Belgique Bien après le scandale Veviba, qui a démarré en mars, le groupe Verbist a réagi par communiqué de presse.

Ce dernier dénonce un acharnement ainsi que des mensonges à son encontre.

Attaque contre Denis Ducarme

"La façon dont on a agi à l’encontre de Veviba et la façon dont le ministre de tutelle de l’AFSCA, le ministre Ducarme, a lancé un tumulte hystérique contre Veviba, le Groupe Verbist, ses autres filiales et leur personnel est sans précédent", dénonce le communiqué, tout en ajoutant que "le Groupe Verbist se voit obligé de réagir contre la diffusion sans cesse par certaines Autorités d'informations délibérément fausses".

Retour sur la polémique de la viande bio "non bio"

Le communiqué défend l'entreprise sur plusieurs points, dont celui de la viande "non bio" vendue comme "bio". 

"Les organismes de contrôle bio ont pu prouver que cette allégation était entièrement fausse : le Groupe Verbist s’est à travers des entreprises du Groupe depuis des années investi dans production bio et les produits bio des sociétés du Groupe étaient toujours de la meilleure qualité et toujours absolument et exclusivement bio.
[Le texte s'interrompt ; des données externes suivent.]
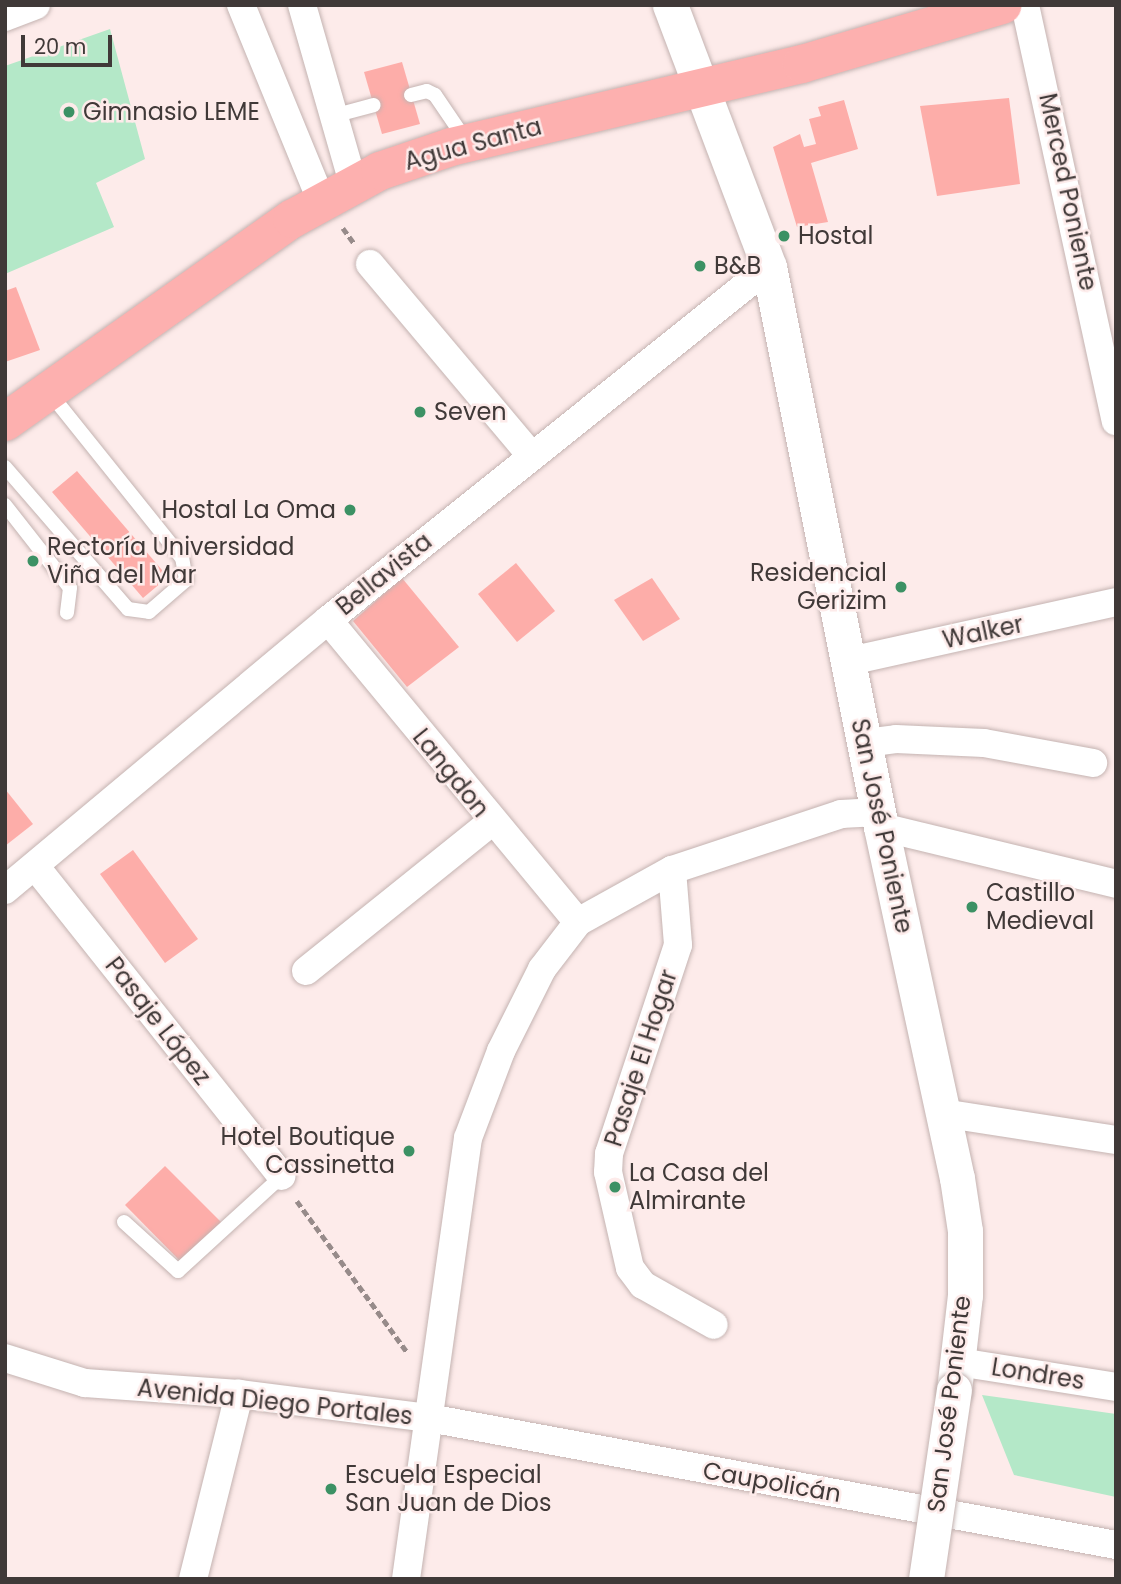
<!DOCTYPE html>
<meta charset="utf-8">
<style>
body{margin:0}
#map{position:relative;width:1121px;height:1584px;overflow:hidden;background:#fdebea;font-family:Poppins,sans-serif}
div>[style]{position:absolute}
.green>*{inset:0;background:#b4e8c8}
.building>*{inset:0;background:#fdada9}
.path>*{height:4.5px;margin-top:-2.25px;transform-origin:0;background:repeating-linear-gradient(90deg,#978b8a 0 7px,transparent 0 10.5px)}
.roads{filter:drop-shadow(0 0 2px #c4b3b1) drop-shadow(0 0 2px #c4b3b1)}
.service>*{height:14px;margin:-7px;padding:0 7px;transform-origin:7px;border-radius:7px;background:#fff}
.minor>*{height:28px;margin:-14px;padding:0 14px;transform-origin:14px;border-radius:14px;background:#fff}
.tertiary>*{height:35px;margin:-17.5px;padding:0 17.5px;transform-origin:17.5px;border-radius:17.5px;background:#fff}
.primary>*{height:38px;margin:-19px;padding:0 19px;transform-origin:19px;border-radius:19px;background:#fdb0af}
.bridges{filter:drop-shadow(0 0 2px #c4b3b1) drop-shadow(0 0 2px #c4b3b1)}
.tertiary-bridge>*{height:35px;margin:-17.5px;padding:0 17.5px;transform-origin:17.5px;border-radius:17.5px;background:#fff}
.dots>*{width:19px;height:19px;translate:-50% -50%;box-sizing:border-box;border:4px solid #fdebea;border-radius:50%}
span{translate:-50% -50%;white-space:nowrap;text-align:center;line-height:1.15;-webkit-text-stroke:5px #fdebea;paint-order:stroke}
.poi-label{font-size:24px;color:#403938}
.left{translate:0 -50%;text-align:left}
.right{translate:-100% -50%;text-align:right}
.street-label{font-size:24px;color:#403938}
.frame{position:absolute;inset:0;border:7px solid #403938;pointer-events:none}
.scale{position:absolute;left:21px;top:35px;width:91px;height:32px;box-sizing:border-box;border:4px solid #403938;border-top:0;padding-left:9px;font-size:21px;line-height:24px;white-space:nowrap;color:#403938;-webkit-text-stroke:5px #fdebea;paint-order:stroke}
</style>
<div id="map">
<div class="green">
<div style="clip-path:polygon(110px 29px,145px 159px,96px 183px,114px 227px,5px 274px,5px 66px)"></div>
<div style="clip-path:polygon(982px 1395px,1116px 1414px,1116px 1497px,1014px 1475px)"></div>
</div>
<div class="building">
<div style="clip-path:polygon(402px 62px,420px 124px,382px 134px,364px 72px)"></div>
<div style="clip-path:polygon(1009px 98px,1020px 184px,937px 196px,920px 106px)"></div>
<div style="clip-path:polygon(844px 100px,858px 149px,811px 163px,828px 222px,797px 227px,773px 147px,800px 134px,804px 147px,816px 144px,809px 119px,821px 116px,818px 107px)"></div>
<div style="clip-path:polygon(16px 287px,40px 350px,5px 362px,5px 291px)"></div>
<div style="clip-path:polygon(77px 471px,168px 577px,143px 598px,52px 492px)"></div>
<div style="clip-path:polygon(516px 563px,555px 611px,517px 642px,478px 594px)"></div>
<div style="clip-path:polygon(402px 578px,459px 647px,407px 687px,353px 621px)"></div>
<div style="clip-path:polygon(652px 578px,680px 619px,643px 641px,614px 600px)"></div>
<div style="clip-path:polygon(5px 789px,33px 824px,5px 846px)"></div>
<div style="clip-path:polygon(133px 850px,198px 939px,165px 963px,100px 874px)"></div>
<div style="clip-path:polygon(165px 1166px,222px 1223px,182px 1263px,125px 1205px)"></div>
</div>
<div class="path">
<div style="left:343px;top:228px;width:19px;rotate:54deg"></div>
<div style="left:297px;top:1201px;width:187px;rotate:53.9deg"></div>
</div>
<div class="roads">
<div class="service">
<div style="left:411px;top:95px;width:16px;rotate:-14deg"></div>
<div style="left:427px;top:91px;width:9px;rotate:27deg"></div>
<div style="left:435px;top:95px;width:57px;rotate:55.8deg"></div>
<div style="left:333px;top:116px;width:42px;rotate:-15deg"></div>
<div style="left:5px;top:467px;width:188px;rotate:49.1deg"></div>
<div style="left:128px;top:609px;width:21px;rotate:8deg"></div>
<div style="left:149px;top:612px;width:49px;rotate:-40.9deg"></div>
<div style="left:186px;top:580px;width:22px;rotate:-100deg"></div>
<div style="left:182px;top:558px;width:213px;rotate:-128.7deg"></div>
<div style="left:5px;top:505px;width:105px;rotate:51.9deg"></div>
<div style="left:70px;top:588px;width:25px;rotate:97deg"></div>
<div style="left:124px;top:1222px;width:73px;rotate:42.2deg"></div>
<div style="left:178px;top:1271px;width:141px;rotate:-42.4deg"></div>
</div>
<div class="minor">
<div style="left:241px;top:5px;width:211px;rotate:67.7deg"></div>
<div style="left:302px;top:5px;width:185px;rotate:74deg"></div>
<div style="left:1025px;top:5px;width:426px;rotate:77.7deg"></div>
<div style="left:5px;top:17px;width:33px;rotate:-21deg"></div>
<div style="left:370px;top:264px;width:250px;rotate:49.9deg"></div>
<div style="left:328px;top:620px;width:392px;rotate:50.4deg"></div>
<div style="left:850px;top:661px;width:272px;rotate:-12.5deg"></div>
<div style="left:865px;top:743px;width:31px;rotate:-7deg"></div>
<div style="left:896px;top:739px;width:88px;rotate:2.6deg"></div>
<div style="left:984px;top:743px;width:111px;rotate:10.4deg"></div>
<div style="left:881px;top:827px;width:242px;rotate:13.6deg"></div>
<div style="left:35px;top:866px;width:396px;rotate:51.5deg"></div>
<div style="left:672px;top:870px;width:75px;rotate:85.4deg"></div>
<div style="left:678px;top:945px;width:220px;rotate:108.3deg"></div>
<div style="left:609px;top:1154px;width:18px;rotate:93deg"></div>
<div style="left:608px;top:1172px;width:98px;rotate:77.1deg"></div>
<div style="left:630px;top:1268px;width:21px;rotate:53deg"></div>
<div style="left:643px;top:1285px;width:81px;rotate:29.4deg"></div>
<div style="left:5px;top:890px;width:421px;rotate:-39.9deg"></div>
<div style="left:328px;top:620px;width:565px;rotate:-38.68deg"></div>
<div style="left:306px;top:971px;width:238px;rotate:-38.8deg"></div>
<div style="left:942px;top:1113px;width:176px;rotate:8.8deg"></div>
<div style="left:5px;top:1358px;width:84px;rotate:17.4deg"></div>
<div style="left:85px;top:1383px;width:154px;rotate:4.1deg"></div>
<div style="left:239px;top:1394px;width:192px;rotate:7.2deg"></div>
<div style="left:429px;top:1418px;width:699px;rotate:10.47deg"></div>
<div style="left:959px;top:1362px;width:159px;rotate:9deg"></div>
<div style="left:193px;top:1579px;width:191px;rotate:-76deg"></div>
<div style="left:406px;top:1579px;width:445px;rotate:-82deg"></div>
<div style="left:468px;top:1138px;width:93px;rotate:-69.2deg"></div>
<div style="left:501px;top:1051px;width:92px;rotate:-63.4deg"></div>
<div style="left:542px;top:969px;width:59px;rotate:-52.5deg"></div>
<div style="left:578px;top:922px;width:107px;rotate:-29deg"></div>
<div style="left:672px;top:870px;width:178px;rotate:-18.3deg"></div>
<div style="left:841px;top:814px;width:37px;rotate:-3deg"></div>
</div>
<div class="tertiary">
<div style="left:670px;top:5px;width:280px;rotate:69.3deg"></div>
<div style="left:769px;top:267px;width:571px;rotate:78.69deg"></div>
<div style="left:881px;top:827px;width:359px;rotate:77.8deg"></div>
<div style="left:957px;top:1178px;width:54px;rotate:81.4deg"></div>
<div style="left:965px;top:1231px;width:64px;rotate:90deg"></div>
<div style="left:965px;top:1295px;width:96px;rotate:96.6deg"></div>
</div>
<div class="primary">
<div style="left:5px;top:422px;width:352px;rotate:-35.3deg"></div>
<div style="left:292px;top:219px;width:100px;rotate:-28.6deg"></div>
<div style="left:380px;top:171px;width:75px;rotate:-18.7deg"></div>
<div style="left:451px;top:147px;width:361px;rotate:-13.3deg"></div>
<div style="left:802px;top:64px;width:209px;rotate:-16.4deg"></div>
</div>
</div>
<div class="bridges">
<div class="tertiary-bridge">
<div style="left:926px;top:1579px;width:191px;rotate:-81.6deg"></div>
</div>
</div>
<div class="dots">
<div style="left:69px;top:112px;background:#3c9164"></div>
<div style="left:784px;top:236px;background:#3c9164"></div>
<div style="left:700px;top:266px;background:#3c9164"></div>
<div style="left:420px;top:412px;background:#3c9164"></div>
<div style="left:350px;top:510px;background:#3c9164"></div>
<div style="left:33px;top:561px;background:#3c9164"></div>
<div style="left:901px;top:587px;background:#3c9164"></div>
<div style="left:972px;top:907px;background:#3c9164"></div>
<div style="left:409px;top:1151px;background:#3c9164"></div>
<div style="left:615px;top:1187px;background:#3c9164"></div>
<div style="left:331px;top:1489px;background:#3c9164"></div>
</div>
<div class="poi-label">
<span class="left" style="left:83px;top:112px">Gimnasio LEME</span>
<span class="left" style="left:798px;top:236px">Hostal</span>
<span class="left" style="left:714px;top:266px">B&amp;B</span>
<span class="left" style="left:434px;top:412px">Seven</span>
<span class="right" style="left:336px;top:510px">Hostal La Oma</span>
<span class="left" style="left:47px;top:561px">Rectoría Universidad<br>Viña del Mar</span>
<span class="right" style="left:887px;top:587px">Residencial<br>Gerizim</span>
<span class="left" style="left:986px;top:907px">Castillo<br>Medieval</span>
<span class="right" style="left:395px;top:1151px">Hotel Boutique<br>Cassinetta</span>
<span class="left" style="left:629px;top:1187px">La Casa del<br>Almirante</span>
<span class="left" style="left:345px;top:1489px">Escuela Especial<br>San Juan de Dios</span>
</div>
<div class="street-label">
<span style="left:473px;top:144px;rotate:-15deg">Agua Santa</span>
<span style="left:1068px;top:192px;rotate:78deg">Merced Poniente</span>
<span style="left:384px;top:574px;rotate:-39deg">Bellavista</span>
<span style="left:983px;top:632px;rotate:-12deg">Walker</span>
<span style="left:451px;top:773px;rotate:51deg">Langdon</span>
<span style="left:882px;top:826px;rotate:78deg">San José Poniente</span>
<span style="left:158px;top:1021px;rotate:52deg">Pasaje López</span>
<span style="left:641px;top:1058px;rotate:-72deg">Pasaje El Hogar</span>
<span style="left:1038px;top:1374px;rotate:9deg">Londres</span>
<span style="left:275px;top:1402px;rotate:6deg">Avenida Diego Portales</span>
<span style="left:949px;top:1404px;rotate:-83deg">San José Poniente</span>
<span style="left:772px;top:1482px;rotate:10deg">Caupolicán</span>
</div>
<div class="frame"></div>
<div class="scale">20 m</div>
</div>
Le groupe Verbist veillera à poursuivre ceux qui ont délibérément répandu cette fausse information", affirme le communiqué.

Par ailleurs, Verbist reste aux commandes de Veviba faute de repreneur.

Le texte ne revient pas, par contre, sur certains points, dont la problématique de la viande vieille de douze ans, retrouvée au Kosovo et détruite.